Axolotl (“Wassermonster”) (Ambystoma mexicanum)
|
|
|
Größe und Alter
25 cm und mehr, bis zu 300g, 10-15 Jahre, selten auch 25 Jahre
Vorkommen
endemisch (nur dort vorkommend) im Xochimilco- und Chalcosee; sind durch anthropogene (menschliche) Einflüsse (wie die Trockenlegung des Xochimilcos zur Erweiterung von Mexico City) so gut wie ausgestorben
Geschlechtsunterschiede
weibliche Tiere sind etwas rundlicher; geschlechtsreife Männchen zeigen stärker geschwollene Kloakaldrüsen
Besonderheiten
Fortpflanzung trotz larvaler Merkmale (Neotonie), verbleiben ihr gesamtes Leben im Wasser, können Gliedmaßen komplett regenerieren
Aquarium
Für ein Pärchen sollte das Aquarium mindestens ein Volumen von 80-100 Litern aufweisen.
Einrichtung
An die Einrichtung des Becken werden keine hohen Ansprüche gestellt. Ausreichende Anzahl an Versteckmöglichkeiten, Bodengrund aus Kies und ein Filter, der keine allzu große Strömung erzeugt, sollten vorhanden sein. Die Tiere müssen ungehindert an die Wasseroberfläche schwimmen können. Neben der Atmung über die Haut und die Kiemen können sie nämlich auch Luftsauerstoff über Luftsäcke aufnehmen, wenn die Sauerstoffkonzentration im Wasser zu niedrig ist. Zur Beckenbepflanzung eignen sich nur robuste Pflanzen wie Javafarn und Speerblattarten.
Wasserwerte
Die Tiere sind nicht sehr empfindlich hinsichtlich der Wasserparameter. Es sollte jedoch nicht zu weich sein. Ein leicht alkalischer pH-Wert (7,5-8) ist geeignet. Werte von 3,5-5 und 10,5-12 sind für Axolotl tödlich. Die Tiere verunreinigen das Wasser stark durch ihren Kot. Daher ist ein wöchentlicher Wasserwechsel (es kann ruhig ein größerer Teil gewechselt werden) und eine ausreichende Filterung nötig. Die Temperatur sollte 10°C nicht unterschreiten und 25°C nicht überschreiten. 20°C ist optimal.
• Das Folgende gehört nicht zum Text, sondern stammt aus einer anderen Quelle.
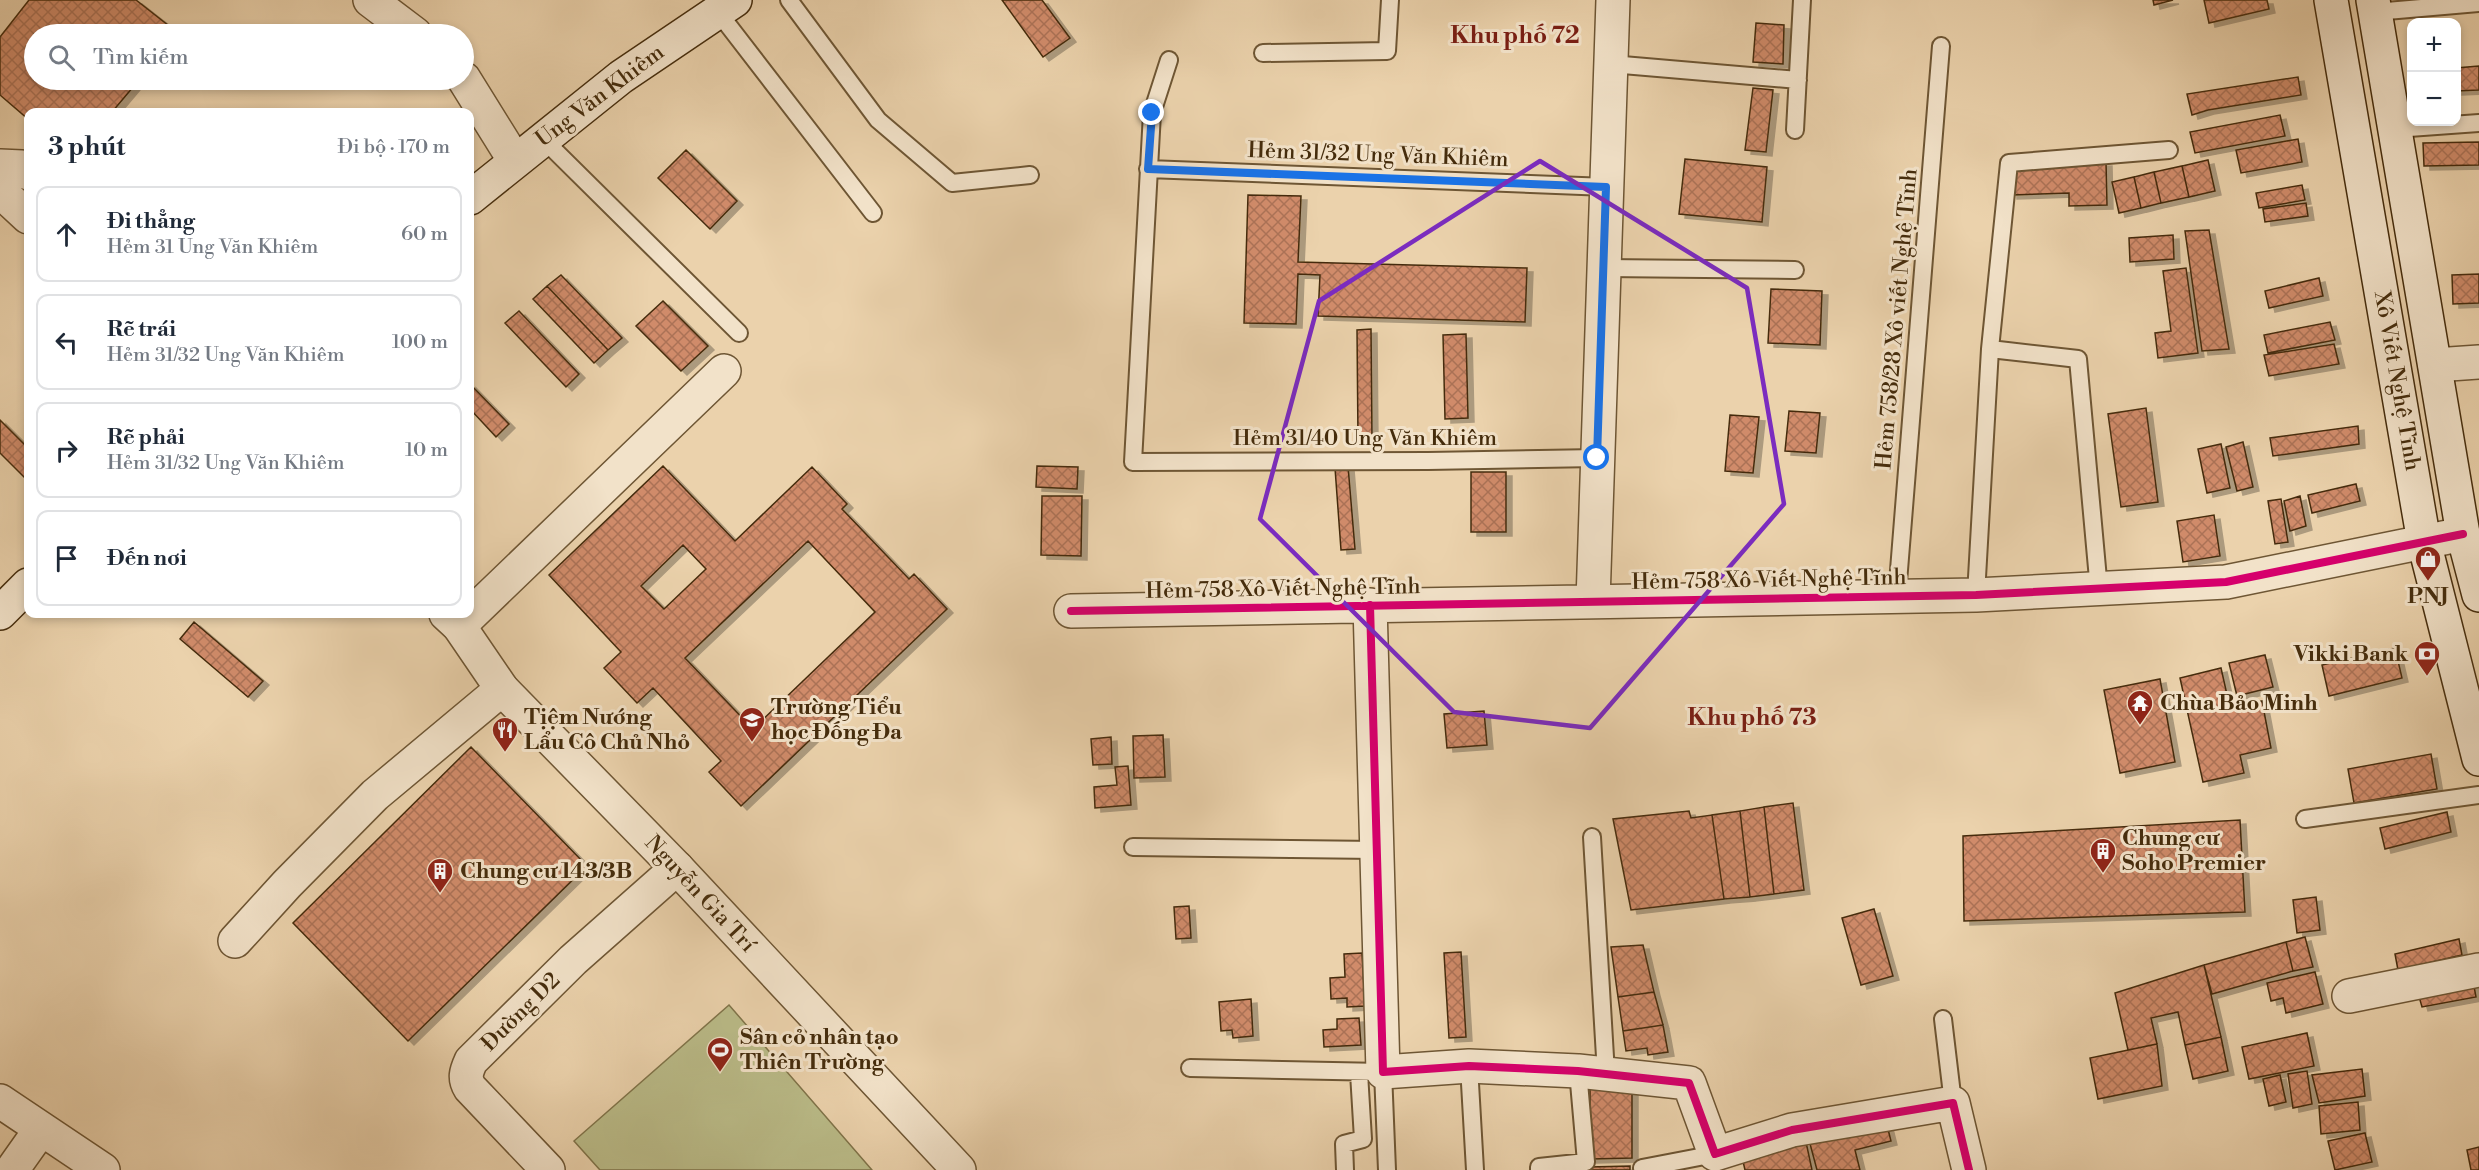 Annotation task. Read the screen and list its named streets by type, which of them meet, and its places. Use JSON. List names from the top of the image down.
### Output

Daher ist eine Heizung nicht nötig.
Nahrung
Axolotl ernähren sich ausschließlich von tierischer Kost. Es sollte möglichst abwechslungsreich gefüttert werden, wobei eine Fütterung von zwei- bis dreimal pro Woche ausreicht. Verfüttert werden können Regenwürmer, Fliegenmaden, Tubifex, Mückenlarven, kleine Fitterfische und Rinderherzstreifen (ist fettarmer als anderes Muskelfleisch). Wichtig ist, das die Stücke nicht zu groß und eher länger sind, da die Tiere die Futterbrocken ansonsten nicht runterschlucken und wieder ausspucken. Jungtiere benötigen kleinere Futterorganismen. In ihrer ersten Larvenzeit benötigen die Larven Artemia-Neuplien (Salinenkrebschen). Diese kann man selbst aus Eiern im Salzwasser züchten. Vor dem Verfüttern müssen sie im Süßwasser gespült werden, um sie von anhaftendem Salz zu befreien. Es muss darauf geachtet werden nur geschlüpfte Artemia-Neuplien und keine Eier oder Eierschalen zu verfüttern. Diese führen bei den Axolotl-Larven zu Verstopfungen und im schlimmsten Fall zum Tod.
Winterruhe
Eine Winterruhe ist für die Gesunderhaltung der Tiere und für die Zucht unabdingbar. Dazu wird die Wassertemperatur über einige Wochen schrittweise auf 12-14°C heruntergekühlt. Während der Winterruhe stellen die Tiere das Fressen ein. Nach einigen Wochen erhöht man die Temperatur wieder schrittweise auf 20°C.
Zucht
Wie bei den meisten Schwanzlurchen setzt das Männchen eine Spermatophore (Samenpaket) auf den Boden ab, die dann von dem Weibchen in die Kloake aufgenommen wird. Die Gelegegröße schwankt zwischen 100 und 150 Eiern. Entweder man setzt das Zuchtpaar in das Aquarium in das die Jungen aufgezogen werden sollen oder man entfernt nach der Eiablage die Eier vorsichtig. Abgestorbene Anteile des Laichs sollten regelmäßig entfernt werden. Nach ungefähr 2 Wochen schlüpfen die Larven. In den ersten zwei bis drei Tagen zehren die Larven noch von ihrem Dottervorrat. Für die Wasserparameter gelten dieselben Vorgaben wie bei den Adulti (erwachsene Tiere).